The Department's Office for Life Sciences says that the review will be conducted by former health minister Lord James O’Shaughnessy, now a consultant. According to the government announcement, "the review will offer recommendations on how commercial clinical trials can help the life sciences sector unlock UK growth and investment opportunities and advise on how to resolve key challenges in conducting commercial clinical trials in the UK." The aim is to build on the government’s March 2021 10-year vision for clinical trials, and the UK's recovery, resilience, and growth program that the health system and industry work together to deliver the vision. The ABPI has said it will "work closely" with Lord O’Shaughnessy "to provide practical solutions."
But the announcement is stronger on rhetoric than on specifics. Current Health Minister Will Quince spoke of "harnessing the same spirit of innovation that delivered the COVID-19 vaccine and working hand in hand with the NHS, industry, and healthcare experts to get cutting-edge medicines to patients faster." Quince claims the review will identify "new ways to conduct commercial clinical trials that will speed up diagnosis, enhance treatment, and enable the NHS to deliver world-class care, as well as cementing our position as a life sciences super power." With striking optimism, and despite its own figures, the government announcement says that the UK "continues to lead the way in ground-breaking research."

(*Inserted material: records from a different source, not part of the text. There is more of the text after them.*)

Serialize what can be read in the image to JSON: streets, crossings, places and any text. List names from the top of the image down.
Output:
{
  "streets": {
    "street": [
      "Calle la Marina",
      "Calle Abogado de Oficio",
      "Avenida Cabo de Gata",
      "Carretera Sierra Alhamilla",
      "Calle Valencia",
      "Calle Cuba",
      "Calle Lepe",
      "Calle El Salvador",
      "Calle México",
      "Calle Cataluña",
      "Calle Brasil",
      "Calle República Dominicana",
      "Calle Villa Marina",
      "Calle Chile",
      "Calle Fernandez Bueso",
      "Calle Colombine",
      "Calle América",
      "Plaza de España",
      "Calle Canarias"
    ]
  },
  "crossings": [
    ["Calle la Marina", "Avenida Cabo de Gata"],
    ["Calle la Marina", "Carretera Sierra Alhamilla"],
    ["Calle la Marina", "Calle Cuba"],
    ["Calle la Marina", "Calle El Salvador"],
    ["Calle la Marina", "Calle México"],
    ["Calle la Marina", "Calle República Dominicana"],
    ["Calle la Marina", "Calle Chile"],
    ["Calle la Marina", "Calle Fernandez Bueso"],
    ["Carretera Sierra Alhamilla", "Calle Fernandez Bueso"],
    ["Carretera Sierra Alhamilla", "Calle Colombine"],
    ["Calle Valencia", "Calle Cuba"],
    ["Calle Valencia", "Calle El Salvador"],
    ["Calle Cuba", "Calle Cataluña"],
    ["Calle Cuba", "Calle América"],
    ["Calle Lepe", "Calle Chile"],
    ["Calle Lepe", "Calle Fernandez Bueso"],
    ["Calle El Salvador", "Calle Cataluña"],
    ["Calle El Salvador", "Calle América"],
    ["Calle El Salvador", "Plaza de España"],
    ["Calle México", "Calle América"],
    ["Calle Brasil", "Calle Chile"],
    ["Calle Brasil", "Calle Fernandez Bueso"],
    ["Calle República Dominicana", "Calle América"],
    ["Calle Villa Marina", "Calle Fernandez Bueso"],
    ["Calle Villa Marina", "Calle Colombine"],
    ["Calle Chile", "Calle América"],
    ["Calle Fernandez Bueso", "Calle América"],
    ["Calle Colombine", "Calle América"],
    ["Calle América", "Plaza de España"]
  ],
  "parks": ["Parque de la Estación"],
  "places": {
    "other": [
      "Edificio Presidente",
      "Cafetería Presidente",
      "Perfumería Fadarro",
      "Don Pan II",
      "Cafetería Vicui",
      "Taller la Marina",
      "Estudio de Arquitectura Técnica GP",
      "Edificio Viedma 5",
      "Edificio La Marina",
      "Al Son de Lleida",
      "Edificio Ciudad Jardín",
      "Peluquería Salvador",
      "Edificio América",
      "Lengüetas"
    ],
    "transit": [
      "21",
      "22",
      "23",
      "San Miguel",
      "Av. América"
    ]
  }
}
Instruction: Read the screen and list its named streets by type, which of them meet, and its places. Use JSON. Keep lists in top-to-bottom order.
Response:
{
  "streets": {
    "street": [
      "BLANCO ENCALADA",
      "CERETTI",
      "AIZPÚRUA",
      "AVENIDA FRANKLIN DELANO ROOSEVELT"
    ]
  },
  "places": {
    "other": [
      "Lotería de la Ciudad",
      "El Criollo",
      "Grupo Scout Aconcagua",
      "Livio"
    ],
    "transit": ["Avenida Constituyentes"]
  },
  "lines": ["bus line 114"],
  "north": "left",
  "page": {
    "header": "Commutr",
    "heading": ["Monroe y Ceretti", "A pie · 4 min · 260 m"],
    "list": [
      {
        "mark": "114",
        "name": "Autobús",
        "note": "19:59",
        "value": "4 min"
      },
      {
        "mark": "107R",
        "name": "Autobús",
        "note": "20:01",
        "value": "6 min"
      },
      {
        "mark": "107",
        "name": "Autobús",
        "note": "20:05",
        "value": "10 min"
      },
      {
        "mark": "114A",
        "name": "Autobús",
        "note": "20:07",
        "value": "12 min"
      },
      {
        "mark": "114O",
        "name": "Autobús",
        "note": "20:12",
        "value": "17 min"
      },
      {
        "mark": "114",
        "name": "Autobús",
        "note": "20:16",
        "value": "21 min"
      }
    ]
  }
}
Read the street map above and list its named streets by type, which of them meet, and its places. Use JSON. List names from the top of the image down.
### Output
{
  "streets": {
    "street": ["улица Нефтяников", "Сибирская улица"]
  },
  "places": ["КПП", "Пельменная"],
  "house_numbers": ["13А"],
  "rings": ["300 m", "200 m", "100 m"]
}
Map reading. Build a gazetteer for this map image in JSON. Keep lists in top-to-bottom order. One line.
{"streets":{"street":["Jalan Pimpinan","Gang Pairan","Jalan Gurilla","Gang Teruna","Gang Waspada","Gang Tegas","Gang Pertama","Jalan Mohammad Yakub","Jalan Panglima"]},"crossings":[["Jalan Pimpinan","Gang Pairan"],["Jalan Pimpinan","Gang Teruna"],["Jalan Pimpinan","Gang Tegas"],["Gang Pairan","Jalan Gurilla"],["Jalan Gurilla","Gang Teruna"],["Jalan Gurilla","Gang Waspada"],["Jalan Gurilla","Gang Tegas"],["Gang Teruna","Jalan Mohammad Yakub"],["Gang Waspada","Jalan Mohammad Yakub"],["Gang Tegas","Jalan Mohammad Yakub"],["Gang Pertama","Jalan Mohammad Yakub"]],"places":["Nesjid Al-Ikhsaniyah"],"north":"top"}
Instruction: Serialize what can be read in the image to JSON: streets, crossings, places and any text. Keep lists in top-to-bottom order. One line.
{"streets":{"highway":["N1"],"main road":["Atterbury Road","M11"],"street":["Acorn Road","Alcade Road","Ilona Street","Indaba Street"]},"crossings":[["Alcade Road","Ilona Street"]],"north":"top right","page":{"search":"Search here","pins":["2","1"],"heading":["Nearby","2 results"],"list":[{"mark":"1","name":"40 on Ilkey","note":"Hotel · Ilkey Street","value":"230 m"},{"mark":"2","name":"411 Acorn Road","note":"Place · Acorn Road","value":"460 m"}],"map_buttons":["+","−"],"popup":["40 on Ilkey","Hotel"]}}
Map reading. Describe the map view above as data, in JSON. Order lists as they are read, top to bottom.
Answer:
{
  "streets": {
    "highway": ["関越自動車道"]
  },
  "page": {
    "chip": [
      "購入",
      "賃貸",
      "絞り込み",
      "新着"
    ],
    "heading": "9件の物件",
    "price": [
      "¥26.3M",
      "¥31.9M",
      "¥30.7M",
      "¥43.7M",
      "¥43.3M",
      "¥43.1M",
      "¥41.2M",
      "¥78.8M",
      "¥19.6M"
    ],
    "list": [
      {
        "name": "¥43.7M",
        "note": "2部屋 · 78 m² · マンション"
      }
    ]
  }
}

The UK initiative comes as the drug industry in Europe is pushing hard for the creation of a more congenial climate for innovation in the forthcoming revision of the EU's 20-year-old EU pharmaceutical legislation. The industry's lobby in Brussels has been energetically pushing the message that European research is in peril from foreign competition, and demanding more favorable terms for research as the price for maintaining investigation in Europe. Since Brexit, the interests of the UK and of the EU have inevitably diverged, with a strong sense of competition between them in their campaigns to attract clinical trials. The harsh reality for both of them is that the major threat to their future is not one another, but the growing prominence of the US in drug innovation, and the rising capacity of China and other Asian nations.